Выбрать главу

В итоге бражник устраивается в раю на лучшем месте. «Святи отцы почяли глаголати: «Почто ты, бражник, вниде в рай и еще сел на лутчем месте? Мы к сему месту не мало приступити смели». Отвеща им бражник: «Святи отцы! Не умеете вы говорить з бражником, не токмо что с трезвым!»

И рекоша вси святии отцы: «Буди благословен ты, бражник, тем местом во веки веков». Аминь».

В «Слове о бражнике» к понятиям, относящимся к сфере духовной, применены чисто земные мерки. Это важно сознать: чисто земные мерки. Происходит смешение различных уровней бытия, совершается мошенническая софистическая подмена понятий, — но сознание как бы отказывается это признать, а поэтому и оказывается вынужденным принять логику обмана. Понятие о покаянии, о внутренней борьбе с грехом, вообще о духовной жизни — легко отвергается, признается за несуществующее вовсе.

У святителя Иоанна Златоуста есть поучение, которое можно воспринимать и как своего рода комментарий к одному из диалогов бражника (с царем Давидом), и как духовное отвержение самой житейской логики произведения: «Мы неосмотрительнее Давида, который, немного вознерадев, низвергнулся в самую бездну греха, впрочем, и восстал скоро.

Итак, взирай не на то только, что он согрешил, но и на то, что он очистил свой грех. Ибо и история оная для того и написана, чтобы ты не на падение его взирал, но удивлялся его восстанию, чтобы ты узнал, что его падение должно восставить тебя. Как врачи, выбирая самые трудные болезни, описывают оные в книгах и научают других способу врачевания, дабы сии, узнав труднейшие болезни, удобнее могли преодолеть слабейшие, так точно и Бог сделал явными самые великие грехи для того, дабы те, которые впадают в малые грехи, могли удобно исправлять их чрез оные. Ибо если могли быть очищены большие грехи, то тем более меньшие»19.

«Слово о бражнике» как бы вбивает в сознание людей иную идею: нет никакого восстания, есть лишь падение, на него и надобно смотреть, ибо более смотреть не на что; исправляться же самому и вовсе бессмысленно: умеешь словчить, не пропадёшь.

Своего рода коррекции мировоззрения русского человека XVII века способствовала переводная литература — причем переводимая в основном с польского и латинского вначале на Украине и в Белоруссии, а лишь затем попадавшая в срединную Россию. Академик Д.С.Лихачёв дал такую общую характеристику переводной литературы той эпохи: «В отличие от переводной литературы предшествующих веков, в основном она была светской. Это была литература с занимательными сюжетами, с эмансипированными героями, литература, где люди пускались в путешествия, смело встречали различные происшествия, где описывалась любовь, воинские доблести, прославлялись ловкость и сообразительность»20. Популярнейшими произведениями той эпохи стали переводные «Повесть о Бове Королевиче», «Повесть о Еруслане Лазаревиче» и другие авантюрно-рыцарские истории.

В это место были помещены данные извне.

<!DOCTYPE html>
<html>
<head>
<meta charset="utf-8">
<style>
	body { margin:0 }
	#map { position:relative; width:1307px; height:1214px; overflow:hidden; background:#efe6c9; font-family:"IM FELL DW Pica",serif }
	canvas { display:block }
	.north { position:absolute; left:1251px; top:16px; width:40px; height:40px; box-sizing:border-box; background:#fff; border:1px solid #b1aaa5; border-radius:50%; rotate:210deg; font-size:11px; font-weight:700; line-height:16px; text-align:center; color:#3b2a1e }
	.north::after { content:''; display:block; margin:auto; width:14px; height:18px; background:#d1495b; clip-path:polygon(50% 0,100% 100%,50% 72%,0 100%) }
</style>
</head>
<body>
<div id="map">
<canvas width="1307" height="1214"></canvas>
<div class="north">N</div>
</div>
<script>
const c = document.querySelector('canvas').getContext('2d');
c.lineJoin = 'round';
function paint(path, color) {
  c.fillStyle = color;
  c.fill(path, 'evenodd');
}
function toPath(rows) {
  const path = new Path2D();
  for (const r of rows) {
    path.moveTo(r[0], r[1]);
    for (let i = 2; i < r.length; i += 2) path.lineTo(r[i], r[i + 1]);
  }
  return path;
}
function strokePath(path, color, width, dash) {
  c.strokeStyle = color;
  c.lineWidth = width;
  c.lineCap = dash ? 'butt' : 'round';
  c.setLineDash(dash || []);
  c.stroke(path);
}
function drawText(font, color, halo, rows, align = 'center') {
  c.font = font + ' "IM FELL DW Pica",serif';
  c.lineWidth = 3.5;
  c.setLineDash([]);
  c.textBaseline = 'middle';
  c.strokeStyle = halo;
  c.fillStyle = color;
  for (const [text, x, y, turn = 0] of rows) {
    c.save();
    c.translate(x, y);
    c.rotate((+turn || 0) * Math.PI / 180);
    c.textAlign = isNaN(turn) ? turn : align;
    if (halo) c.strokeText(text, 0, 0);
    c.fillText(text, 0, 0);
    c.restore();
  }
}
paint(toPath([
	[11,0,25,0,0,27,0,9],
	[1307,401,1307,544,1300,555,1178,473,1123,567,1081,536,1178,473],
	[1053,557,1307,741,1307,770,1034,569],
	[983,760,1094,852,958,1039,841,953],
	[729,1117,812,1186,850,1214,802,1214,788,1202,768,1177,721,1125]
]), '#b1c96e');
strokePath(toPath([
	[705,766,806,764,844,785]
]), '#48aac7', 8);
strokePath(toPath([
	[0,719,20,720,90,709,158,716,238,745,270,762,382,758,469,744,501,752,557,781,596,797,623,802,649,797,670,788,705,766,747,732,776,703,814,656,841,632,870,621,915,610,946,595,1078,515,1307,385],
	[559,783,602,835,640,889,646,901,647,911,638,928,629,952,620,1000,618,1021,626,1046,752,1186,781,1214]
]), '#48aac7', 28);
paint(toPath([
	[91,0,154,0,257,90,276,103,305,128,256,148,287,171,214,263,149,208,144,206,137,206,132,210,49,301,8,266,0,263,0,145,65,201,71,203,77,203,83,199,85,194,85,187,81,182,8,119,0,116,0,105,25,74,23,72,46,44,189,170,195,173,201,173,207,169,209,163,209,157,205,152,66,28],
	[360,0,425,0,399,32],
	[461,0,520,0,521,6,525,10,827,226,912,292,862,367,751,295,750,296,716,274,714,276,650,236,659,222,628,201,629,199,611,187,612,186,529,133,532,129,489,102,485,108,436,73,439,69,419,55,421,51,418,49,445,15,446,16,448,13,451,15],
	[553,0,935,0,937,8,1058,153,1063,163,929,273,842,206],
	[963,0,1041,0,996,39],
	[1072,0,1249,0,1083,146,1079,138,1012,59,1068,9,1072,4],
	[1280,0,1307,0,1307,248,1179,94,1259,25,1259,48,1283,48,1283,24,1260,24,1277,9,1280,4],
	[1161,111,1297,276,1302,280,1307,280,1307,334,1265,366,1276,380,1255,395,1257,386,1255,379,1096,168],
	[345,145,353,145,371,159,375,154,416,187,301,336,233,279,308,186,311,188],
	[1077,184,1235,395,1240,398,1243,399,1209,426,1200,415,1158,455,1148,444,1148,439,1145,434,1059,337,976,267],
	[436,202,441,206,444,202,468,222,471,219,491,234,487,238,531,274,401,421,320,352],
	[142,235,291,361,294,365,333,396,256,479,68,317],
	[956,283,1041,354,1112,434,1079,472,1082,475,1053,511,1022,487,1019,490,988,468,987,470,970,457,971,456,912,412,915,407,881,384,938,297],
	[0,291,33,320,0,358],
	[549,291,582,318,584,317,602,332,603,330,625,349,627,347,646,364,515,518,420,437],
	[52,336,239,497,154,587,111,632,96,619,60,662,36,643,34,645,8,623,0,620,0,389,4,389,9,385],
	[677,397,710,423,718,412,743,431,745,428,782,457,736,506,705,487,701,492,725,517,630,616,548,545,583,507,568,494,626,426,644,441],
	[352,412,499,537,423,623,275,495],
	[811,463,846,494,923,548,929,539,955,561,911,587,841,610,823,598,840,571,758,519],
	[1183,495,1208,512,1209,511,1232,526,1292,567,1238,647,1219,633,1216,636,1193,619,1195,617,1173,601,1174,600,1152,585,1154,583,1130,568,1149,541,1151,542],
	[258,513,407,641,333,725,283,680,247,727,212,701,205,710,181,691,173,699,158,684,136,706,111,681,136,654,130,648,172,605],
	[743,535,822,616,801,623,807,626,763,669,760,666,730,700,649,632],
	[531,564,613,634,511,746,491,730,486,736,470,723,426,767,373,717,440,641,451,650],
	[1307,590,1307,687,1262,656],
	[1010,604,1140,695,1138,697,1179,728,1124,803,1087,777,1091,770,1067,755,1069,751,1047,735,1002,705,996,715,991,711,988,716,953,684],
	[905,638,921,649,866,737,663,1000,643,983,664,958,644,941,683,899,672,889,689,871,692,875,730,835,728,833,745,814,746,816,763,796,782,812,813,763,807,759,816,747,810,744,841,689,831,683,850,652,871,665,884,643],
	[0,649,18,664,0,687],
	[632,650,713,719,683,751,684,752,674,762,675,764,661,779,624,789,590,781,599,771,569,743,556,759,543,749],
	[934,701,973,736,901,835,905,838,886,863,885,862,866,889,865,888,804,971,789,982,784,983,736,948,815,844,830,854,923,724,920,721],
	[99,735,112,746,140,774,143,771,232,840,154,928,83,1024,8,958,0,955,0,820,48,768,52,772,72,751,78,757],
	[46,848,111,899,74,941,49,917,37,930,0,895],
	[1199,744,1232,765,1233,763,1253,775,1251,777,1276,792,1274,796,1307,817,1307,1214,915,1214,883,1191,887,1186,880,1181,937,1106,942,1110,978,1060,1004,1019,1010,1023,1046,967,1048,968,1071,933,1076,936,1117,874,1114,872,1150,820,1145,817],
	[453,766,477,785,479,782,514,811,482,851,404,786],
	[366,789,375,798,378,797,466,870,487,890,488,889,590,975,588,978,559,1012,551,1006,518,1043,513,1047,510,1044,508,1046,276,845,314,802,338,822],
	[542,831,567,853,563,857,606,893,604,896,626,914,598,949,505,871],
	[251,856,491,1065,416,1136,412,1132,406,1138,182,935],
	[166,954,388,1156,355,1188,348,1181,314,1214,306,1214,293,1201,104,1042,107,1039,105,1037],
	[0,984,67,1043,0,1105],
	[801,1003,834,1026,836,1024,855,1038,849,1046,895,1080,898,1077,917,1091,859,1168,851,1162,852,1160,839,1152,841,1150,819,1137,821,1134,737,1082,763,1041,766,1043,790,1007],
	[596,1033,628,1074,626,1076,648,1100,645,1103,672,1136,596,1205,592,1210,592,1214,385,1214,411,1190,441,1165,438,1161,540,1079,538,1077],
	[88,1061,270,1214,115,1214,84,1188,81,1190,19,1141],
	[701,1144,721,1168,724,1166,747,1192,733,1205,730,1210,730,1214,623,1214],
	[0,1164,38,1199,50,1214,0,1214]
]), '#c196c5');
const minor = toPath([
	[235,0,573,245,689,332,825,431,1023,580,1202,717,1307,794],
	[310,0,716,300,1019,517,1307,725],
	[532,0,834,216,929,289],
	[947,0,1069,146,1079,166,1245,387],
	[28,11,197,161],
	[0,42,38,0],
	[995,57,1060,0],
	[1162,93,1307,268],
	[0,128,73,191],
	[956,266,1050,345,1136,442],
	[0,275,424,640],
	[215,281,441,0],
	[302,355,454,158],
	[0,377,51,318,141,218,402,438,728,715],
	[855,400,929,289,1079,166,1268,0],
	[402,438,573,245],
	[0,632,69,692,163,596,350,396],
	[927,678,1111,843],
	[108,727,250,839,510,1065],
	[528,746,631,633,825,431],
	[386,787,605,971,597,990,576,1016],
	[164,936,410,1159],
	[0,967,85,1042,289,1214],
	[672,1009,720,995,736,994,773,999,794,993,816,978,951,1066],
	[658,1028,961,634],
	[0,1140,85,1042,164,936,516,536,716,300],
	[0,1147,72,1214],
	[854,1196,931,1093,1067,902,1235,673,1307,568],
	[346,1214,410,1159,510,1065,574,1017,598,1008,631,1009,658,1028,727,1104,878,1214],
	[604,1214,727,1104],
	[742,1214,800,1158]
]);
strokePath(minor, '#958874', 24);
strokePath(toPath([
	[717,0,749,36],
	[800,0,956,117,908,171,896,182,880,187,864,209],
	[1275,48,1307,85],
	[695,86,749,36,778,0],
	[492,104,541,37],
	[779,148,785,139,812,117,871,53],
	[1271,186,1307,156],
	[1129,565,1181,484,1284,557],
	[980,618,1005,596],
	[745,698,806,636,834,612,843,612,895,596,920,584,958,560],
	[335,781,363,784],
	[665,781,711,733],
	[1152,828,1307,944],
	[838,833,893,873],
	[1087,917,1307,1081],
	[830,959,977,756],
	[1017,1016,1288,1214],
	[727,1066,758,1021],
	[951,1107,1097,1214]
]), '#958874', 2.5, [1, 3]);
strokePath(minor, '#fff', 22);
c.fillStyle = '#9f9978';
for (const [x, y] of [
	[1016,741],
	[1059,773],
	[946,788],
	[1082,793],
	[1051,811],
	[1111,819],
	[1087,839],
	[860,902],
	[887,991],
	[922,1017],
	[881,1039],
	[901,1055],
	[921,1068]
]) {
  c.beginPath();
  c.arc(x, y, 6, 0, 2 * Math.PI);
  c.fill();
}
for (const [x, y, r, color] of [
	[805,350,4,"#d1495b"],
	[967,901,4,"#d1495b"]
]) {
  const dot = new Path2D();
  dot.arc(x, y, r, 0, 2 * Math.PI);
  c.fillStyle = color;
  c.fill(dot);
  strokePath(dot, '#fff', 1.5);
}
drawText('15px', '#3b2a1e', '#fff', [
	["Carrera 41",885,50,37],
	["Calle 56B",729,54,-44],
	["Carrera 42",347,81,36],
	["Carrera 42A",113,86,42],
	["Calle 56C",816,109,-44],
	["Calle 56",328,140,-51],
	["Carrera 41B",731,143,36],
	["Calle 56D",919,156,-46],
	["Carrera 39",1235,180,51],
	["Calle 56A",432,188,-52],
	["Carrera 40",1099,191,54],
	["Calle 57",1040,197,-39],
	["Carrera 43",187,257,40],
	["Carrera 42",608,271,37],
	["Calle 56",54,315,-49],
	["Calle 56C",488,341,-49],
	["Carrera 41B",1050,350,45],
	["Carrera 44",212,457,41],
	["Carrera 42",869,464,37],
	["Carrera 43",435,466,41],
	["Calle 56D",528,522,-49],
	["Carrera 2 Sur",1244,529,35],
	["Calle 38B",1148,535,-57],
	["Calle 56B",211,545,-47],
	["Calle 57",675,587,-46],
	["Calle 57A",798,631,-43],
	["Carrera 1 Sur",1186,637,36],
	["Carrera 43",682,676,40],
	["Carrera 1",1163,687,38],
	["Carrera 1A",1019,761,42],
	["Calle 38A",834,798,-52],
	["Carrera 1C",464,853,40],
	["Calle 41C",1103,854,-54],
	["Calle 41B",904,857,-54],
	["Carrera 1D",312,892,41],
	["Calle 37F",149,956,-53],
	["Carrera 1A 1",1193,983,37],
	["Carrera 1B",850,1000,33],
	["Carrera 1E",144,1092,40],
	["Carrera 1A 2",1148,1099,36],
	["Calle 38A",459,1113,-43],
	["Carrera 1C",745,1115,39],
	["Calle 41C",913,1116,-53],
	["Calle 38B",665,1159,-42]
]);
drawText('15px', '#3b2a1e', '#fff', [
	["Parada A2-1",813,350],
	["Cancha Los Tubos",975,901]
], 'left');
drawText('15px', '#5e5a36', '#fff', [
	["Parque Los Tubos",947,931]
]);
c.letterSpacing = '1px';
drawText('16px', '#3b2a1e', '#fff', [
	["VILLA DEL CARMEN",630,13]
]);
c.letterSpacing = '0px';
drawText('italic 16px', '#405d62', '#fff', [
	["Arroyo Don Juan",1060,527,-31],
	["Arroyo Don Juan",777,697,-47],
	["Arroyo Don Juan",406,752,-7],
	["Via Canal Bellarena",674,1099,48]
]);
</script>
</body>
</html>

Тогда же появляются и переводы различных сборников и отдельных новелл Возрождения. Русский читатель знакомится с «Декамероном» Бокаччо. Ренессанс обычно характеризуется как «духовный взлет», «торжество духа» и т. п. В литературном творчестве писателей, подобных Бокаччо, исследователи усмотрели «духовную свободу», «презрение к церковным и моральным путам, к тому, что сдерживает свободу человека». Вернее было бы отметить в такой литературе разнузданность плоти. Воспеваемая же свобода оборачивалась чаще всего, сознавали то или нет сами авторы, ничем не сдерживаемым проявлением порою самых низких инстинктов и вожделений. Новеллисты Возрождения нередко отдавали предпочтение откровенному аморализму, если он только проявлялся в какой-либо изящной или остроумной форме. Одним из отрицательных персонажей такой новеллистики становится весьма часто монах либо священник, вообще лицо духовное. Именно такая литература становится энергетическим источником повсеместного распространения мнений о монахах, о лицах духовного сословия как о развратниках, мздоимцах, обжорах, пьяницах и тунеядцах. Идеи эти, зародившиеся на католической почве, становились весьма привлекательными и в протестантской среде. Оставим в стороне вопрос о том, какие основания давала сама европейская действительность для появления и утверждения подобных взглядов, — но идеи эти в XVII столетии начинают внедряться и в православную среду.